## Exercise brief
For every line in the records below that holds "compass", make a copy.

[Collected data]
◇ ◇ ◇ ◇ ◇ ◇ ◇
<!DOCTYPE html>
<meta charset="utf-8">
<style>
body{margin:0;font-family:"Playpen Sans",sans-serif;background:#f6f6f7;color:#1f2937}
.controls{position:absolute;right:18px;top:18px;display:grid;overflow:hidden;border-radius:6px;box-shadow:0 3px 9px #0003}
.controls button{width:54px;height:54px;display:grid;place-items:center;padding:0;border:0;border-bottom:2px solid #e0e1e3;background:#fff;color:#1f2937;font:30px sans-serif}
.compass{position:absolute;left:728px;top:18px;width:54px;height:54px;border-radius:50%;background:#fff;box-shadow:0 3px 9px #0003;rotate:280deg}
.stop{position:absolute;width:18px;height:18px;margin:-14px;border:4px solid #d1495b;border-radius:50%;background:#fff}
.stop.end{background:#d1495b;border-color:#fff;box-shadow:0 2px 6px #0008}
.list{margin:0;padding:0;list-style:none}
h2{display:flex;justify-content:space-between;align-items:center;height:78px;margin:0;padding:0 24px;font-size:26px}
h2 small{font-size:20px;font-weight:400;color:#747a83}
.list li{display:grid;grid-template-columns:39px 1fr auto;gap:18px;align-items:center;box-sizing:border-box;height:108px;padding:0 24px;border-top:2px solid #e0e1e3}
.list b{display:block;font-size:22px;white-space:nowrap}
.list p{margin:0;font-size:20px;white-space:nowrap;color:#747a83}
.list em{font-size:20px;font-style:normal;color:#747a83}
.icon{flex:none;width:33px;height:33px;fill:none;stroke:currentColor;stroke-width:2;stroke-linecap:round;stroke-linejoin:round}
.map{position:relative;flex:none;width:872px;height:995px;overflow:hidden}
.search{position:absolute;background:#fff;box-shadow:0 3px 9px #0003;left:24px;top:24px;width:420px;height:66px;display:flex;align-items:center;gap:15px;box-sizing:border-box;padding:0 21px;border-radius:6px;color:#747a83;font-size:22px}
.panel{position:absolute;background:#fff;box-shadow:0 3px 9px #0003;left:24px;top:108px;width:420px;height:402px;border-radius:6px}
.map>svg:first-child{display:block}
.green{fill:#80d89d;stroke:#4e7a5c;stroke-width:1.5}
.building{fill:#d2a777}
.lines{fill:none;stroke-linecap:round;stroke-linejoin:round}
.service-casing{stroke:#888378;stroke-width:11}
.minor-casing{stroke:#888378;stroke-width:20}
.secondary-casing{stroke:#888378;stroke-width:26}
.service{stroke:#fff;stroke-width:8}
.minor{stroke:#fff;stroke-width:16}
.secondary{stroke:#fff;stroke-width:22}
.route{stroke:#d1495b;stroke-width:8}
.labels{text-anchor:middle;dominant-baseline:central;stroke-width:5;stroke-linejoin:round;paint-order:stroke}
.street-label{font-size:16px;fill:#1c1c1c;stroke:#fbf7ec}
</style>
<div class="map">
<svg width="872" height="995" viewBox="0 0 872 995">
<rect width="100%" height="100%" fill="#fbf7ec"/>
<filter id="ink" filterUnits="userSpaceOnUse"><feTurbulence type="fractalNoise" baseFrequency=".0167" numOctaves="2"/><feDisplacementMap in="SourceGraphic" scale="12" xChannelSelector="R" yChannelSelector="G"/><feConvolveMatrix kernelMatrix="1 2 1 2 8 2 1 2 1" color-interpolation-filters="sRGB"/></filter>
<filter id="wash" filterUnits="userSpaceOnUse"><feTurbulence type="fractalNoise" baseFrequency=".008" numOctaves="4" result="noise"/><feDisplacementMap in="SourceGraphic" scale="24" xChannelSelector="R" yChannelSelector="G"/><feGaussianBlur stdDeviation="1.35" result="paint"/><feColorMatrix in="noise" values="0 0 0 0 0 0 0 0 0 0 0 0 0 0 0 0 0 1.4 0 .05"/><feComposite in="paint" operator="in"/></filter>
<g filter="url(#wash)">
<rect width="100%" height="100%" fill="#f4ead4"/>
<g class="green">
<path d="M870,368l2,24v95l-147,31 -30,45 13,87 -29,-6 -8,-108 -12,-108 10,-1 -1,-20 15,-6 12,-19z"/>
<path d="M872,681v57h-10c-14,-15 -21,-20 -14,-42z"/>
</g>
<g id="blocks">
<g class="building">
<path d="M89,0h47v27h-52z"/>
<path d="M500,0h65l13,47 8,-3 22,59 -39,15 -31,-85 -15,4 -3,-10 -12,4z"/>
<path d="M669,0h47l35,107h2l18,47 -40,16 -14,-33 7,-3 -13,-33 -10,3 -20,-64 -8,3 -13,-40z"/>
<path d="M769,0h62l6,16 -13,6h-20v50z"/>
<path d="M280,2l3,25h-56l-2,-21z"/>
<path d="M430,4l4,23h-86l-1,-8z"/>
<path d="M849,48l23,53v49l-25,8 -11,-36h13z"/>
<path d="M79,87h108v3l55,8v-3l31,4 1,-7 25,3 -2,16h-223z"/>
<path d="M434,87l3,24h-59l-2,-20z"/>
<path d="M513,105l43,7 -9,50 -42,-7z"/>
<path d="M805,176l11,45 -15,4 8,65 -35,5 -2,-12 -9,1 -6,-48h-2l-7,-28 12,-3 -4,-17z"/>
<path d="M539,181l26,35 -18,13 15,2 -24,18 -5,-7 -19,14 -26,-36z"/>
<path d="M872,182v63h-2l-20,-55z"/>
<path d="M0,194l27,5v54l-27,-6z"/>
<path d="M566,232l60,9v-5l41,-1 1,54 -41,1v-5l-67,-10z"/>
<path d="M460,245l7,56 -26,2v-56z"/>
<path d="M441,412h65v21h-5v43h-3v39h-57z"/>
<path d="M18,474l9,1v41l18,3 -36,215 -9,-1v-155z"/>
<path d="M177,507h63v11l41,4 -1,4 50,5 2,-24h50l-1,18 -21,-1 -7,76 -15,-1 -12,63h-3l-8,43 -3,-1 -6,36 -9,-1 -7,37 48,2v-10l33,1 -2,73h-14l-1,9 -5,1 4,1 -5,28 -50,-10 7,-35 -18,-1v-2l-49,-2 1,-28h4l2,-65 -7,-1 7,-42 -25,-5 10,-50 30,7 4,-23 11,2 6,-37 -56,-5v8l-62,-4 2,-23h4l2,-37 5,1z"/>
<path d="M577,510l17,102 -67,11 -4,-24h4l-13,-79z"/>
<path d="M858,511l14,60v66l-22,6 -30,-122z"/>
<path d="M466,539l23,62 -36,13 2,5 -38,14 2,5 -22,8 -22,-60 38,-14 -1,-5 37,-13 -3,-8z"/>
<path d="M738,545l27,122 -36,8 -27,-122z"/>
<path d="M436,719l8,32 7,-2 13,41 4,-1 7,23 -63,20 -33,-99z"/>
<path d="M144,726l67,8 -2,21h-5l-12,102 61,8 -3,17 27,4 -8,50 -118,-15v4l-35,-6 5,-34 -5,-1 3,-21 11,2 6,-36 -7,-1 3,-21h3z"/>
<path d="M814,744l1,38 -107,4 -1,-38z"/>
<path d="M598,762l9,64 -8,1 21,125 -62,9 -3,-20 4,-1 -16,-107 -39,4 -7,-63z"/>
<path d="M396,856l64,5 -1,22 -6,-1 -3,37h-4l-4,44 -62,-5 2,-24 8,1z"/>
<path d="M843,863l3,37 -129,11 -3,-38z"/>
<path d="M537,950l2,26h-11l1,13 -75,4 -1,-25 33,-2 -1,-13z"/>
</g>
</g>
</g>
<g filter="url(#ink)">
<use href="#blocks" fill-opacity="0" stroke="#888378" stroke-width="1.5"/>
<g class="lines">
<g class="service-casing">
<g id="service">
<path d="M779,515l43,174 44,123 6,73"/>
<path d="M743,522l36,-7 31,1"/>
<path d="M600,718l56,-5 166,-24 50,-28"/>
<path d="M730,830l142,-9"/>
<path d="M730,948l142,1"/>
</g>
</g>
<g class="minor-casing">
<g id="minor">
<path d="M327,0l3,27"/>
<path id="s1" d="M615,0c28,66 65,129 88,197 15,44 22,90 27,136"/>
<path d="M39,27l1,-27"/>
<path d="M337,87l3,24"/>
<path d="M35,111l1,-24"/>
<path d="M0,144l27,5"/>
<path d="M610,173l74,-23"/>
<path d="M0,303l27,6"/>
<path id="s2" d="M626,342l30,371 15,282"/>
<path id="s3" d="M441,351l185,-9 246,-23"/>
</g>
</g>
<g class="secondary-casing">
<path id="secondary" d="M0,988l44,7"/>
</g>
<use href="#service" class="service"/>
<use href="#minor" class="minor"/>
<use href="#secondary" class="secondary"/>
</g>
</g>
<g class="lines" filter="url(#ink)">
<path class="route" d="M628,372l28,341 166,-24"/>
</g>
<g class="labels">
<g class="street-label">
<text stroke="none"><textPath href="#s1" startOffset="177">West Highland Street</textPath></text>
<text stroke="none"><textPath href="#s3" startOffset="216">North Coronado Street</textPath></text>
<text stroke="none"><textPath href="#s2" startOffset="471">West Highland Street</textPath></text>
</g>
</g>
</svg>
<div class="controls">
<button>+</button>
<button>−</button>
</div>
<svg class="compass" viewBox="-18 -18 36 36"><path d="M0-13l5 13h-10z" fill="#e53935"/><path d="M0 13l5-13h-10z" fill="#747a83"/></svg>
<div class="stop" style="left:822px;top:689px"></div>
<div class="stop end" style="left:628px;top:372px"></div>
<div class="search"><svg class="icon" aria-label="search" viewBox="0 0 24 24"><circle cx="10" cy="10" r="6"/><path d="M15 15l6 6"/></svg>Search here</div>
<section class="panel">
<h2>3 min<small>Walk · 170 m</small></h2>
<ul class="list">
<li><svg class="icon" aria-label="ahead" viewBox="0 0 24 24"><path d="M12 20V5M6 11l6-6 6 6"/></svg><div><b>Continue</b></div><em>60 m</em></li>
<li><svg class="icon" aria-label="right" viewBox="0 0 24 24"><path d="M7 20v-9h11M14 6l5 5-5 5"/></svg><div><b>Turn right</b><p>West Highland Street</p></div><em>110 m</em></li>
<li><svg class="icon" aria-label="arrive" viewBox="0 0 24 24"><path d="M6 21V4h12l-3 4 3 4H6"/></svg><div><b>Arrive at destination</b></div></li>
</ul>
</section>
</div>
◇ ◇ ◇ ◇ ◇ ◇ ◇
## The completed task
.compass{position:absolute;left:728px;top:18px;width:54px;height:54px;border-radius:50%;background:#fff;box-shadow:0 3px 9px #0003;rotate:280deg}
<svg class="compass" viewBox="-18 -18 36 36"><path d="M0-13l5 13h-10z" fill="#e53935"/><path d="M0 13l5-13h-10z" fill="#747a83"/></svg>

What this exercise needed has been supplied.